##### Material for the task #####
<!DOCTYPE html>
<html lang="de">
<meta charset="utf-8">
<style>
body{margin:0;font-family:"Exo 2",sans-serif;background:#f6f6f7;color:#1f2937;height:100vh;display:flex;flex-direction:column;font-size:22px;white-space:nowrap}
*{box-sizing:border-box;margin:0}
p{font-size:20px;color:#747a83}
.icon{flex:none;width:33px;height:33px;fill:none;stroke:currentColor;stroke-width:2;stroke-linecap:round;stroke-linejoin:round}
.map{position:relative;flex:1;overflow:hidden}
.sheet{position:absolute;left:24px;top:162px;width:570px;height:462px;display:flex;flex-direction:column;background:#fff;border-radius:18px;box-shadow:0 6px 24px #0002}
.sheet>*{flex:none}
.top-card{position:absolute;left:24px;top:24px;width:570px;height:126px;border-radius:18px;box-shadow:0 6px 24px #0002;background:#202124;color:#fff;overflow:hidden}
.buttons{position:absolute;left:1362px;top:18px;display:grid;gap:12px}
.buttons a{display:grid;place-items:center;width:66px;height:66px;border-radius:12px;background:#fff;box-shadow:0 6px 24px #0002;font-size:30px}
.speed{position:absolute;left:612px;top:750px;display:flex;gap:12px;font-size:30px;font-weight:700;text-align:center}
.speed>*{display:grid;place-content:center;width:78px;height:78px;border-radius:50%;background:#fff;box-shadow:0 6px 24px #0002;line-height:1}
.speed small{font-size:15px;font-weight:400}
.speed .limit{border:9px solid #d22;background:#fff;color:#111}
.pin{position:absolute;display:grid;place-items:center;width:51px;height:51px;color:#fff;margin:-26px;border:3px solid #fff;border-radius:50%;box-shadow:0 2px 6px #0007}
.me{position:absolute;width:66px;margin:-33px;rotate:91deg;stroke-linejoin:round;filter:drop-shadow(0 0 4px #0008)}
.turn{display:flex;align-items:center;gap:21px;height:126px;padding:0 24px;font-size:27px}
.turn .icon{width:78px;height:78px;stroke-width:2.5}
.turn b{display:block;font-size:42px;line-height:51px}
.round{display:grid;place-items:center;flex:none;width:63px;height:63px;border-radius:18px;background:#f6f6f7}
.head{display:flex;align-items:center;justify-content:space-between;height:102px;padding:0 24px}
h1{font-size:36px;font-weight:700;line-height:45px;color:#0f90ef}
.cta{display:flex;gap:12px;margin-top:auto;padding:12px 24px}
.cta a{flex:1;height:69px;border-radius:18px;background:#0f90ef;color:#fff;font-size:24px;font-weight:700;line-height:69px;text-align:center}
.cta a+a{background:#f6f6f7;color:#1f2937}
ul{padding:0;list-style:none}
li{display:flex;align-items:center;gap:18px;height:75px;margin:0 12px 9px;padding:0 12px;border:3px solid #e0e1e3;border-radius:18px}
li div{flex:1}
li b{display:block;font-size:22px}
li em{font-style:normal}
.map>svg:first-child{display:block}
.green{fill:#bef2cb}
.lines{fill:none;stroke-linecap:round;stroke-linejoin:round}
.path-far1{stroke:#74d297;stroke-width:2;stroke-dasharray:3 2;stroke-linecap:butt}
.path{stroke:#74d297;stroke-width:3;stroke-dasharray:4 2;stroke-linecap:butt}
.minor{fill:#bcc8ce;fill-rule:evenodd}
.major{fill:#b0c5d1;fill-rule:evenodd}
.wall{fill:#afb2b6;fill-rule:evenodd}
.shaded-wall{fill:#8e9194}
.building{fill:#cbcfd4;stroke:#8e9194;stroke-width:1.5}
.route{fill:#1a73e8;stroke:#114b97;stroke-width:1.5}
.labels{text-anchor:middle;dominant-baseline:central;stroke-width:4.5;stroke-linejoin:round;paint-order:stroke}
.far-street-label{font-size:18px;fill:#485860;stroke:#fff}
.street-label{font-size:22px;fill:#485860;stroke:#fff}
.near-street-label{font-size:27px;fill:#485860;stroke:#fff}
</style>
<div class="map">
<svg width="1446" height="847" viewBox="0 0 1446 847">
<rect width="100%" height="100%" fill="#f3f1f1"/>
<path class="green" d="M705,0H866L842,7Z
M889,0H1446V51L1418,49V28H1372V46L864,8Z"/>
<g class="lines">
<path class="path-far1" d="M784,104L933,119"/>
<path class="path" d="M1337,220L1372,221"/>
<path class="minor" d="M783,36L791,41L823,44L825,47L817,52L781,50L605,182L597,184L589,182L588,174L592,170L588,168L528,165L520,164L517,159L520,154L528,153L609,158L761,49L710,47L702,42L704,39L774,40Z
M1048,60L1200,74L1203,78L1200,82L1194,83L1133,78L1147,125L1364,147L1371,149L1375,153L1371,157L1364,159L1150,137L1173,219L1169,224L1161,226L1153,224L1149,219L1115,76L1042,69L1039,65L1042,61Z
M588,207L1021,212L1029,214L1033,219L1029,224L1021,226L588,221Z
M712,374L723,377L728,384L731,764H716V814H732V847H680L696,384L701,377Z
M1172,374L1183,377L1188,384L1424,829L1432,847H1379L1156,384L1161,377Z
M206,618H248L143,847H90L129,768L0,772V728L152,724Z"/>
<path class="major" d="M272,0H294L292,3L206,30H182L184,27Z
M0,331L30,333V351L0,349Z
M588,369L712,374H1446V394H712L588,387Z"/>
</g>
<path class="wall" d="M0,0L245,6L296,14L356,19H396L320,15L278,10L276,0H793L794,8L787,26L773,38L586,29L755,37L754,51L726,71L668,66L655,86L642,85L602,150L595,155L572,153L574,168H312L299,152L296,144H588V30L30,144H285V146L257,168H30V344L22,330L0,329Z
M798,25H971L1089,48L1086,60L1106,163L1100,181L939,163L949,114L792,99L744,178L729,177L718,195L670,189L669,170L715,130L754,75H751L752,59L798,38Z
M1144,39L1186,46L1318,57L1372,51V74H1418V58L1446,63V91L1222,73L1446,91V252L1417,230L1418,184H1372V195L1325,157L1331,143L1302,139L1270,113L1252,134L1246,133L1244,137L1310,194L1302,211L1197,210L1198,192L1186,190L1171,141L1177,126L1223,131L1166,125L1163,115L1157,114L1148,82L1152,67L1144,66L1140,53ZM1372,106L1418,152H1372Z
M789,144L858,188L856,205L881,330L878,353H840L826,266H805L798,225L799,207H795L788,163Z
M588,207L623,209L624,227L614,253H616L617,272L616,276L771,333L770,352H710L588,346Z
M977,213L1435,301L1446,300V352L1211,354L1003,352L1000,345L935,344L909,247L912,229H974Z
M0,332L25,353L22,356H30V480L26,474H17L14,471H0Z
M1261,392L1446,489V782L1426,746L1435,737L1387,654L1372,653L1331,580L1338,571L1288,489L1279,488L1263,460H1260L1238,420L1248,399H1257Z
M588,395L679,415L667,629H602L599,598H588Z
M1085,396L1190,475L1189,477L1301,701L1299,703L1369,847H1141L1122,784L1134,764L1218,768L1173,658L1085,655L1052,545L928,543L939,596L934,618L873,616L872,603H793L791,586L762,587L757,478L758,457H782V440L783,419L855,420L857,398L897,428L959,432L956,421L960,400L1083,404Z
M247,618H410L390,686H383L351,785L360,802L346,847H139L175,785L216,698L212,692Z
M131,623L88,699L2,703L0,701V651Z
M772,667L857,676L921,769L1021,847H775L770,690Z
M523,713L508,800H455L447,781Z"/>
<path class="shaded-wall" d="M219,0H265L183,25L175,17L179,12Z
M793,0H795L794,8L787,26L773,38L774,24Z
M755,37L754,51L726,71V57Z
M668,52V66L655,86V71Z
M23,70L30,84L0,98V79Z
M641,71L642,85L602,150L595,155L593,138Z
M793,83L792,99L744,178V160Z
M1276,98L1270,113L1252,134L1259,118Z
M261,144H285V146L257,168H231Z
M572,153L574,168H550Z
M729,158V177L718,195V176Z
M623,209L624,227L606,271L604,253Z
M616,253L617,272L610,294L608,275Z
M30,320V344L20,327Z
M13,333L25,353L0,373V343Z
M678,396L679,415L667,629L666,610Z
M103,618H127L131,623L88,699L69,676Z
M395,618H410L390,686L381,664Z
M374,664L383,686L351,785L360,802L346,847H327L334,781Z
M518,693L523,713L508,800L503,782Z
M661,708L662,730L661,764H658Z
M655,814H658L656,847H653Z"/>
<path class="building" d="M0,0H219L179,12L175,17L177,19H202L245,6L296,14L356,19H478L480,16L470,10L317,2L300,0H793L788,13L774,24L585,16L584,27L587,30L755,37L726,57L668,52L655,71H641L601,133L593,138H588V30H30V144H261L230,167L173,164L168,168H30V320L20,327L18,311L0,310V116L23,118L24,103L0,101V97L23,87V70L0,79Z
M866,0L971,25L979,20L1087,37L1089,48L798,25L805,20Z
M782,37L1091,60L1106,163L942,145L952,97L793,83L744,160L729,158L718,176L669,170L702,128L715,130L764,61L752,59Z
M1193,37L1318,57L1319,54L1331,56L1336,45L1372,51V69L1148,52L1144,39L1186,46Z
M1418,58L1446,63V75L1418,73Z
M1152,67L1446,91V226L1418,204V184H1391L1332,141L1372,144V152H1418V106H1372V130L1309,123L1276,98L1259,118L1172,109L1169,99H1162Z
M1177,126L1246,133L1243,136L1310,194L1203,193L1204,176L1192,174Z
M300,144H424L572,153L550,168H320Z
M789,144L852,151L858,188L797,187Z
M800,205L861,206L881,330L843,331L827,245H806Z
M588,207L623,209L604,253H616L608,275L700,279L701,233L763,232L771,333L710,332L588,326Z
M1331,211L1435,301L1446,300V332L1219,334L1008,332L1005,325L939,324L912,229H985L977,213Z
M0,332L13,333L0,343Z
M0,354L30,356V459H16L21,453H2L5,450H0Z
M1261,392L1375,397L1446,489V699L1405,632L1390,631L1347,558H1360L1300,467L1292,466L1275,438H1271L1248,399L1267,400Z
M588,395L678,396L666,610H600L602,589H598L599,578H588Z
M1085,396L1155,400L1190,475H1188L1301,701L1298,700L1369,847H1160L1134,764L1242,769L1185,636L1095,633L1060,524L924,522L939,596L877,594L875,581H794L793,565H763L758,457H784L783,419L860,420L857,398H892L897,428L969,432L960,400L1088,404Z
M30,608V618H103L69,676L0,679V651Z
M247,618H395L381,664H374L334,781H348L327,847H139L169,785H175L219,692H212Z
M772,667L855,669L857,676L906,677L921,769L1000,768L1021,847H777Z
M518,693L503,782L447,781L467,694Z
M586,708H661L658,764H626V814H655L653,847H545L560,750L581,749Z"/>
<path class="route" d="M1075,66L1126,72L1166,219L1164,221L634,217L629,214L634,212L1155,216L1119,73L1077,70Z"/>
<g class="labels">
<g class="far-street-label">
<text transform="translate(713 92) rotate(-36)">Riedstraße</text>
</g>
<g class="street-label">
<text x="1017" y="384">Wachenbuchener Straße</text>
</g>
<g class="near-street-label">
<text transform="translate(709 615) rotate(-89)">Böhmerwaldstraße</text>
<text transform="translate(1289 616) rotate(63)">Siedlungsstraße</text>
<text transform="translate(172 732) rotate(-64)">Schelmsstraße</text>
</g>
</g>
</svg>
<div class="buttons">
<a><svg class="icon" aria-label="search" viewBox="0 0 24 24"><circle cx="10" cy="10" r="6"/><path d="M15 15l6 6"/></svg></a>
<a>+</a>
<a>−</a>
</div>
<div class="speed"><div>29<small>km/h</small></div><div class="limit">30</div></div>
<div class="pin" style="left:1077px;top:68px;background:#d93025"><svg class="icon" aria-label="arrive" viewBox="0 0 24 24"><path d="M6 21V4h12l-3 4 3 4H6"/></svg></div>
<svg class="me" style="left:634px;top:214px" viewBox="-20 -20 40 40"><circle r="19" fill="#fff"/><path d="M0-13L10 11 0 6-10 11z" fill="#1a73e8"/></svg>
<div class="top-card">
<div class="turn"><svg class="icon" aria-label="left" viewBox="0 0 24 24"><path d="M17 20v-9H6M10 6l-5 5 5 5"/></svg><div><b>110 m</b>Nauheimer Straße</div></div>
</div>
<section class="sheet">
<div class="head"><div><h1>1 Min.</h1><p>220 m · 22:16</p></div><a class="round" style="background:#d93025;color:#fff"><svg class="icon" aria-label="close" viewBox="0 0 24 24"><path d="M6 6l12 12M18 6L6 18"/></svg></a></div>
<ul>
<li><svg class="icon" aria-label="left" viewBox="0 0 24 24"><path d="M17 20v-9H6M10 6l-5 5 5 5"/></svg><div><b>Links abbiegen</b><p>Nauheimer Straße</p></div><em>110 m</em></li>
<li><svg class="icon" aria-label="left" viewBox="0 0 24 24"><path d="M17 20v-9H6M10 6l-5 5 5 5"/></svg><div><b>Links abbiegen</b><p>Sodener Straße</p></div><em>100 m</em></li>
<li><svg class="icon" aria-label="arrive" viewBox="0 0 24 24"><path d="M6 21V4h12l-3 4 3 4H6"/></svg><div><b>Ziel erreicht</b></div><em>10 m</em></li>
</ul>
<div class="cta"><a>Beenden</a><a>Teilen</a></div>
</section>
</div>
#####
**What this task involves**
Check each line above for the word "hidden", and copy the lines where it appears.

**Written solution**
.map{position:relative;flex:1;overflow:hidden}
.top-card{position:absolute;left:24px;top:24px;width:570px;height:126px;border-radius:18px;box-shadow:0 6px 24px #0002;background:#202124;color:#fff;overflow:hidden}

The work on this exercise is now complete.